(Stored data)

--

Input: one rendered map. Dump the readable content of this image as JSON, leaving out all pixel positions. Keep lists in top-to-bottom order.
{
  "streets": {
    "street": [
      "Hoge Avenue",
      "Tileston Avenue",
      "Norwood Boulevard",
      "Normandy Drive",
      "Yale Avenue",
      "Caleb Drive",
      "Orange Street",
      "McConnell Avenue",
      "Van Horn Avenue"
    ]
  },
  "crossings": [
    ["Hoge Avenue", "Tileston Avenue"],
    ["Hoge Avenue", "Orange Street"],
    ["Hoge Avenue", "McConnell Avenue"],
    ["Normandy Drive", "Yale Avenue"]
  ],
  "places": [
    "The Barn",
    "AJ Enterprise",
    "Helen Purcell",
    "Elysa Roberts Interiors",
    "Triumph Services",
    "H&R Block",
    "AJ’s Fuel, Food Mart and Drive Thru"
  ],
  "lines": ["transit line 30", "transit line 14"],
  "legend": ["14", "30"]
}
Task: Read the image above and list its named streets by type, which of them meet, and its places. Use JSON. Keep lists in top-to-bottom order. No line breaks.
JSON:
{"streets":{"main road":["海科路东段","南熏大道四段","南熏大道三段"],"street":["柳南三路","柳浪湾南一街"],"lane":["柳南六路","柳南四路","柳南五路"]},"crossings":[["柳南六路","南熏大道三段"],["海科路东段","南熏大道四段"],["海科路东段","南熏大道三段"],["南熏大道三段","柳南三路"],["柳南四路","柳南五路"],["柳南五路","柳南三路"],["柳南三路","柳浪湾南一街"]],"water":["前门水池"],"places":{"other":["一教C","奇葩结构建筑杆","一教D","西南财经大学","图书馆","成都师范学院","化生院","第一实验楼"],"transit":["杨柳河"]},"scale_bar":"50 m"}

--

§ **PROBLEM TO WORK ON**
Only the lines from the one containing "Task: Read the" through the last line above belong in your answer. Retype them exactly.

§ **RESULT**
Task: Read the image above and list its named streets by type, which of them meet, and its places. Use JSON. Keep lists in top-to-bottom order. No line breaks.
JSON:
{"streets":{"main road":["海科路东段","南熏大道四段","南熏大道三段"],"street":["柳南三路","柳浪湾南一街"],"lane":["柳南六路","柳南四路","柳南五路"]},"crossings":[["柳南六路","南熏大道三段"],["海科路东段","南熏大道四段"],["海科路东段","南熏大道三段"],["南熏大道三段","柳南三路"],["柳南四路","柳南五路"],["柳南五路","柳南三路"],["柳南三路","柳浪湾南一街"]],"water":["前门水池"],"places":{"other":["一教C","奇葩结构建筑杆","一教D","西南财经大学","图书馆","成都师范学院","化生院","第一实验楼"],"transit":["杨柳河"]},"scale_bar":"50 m"}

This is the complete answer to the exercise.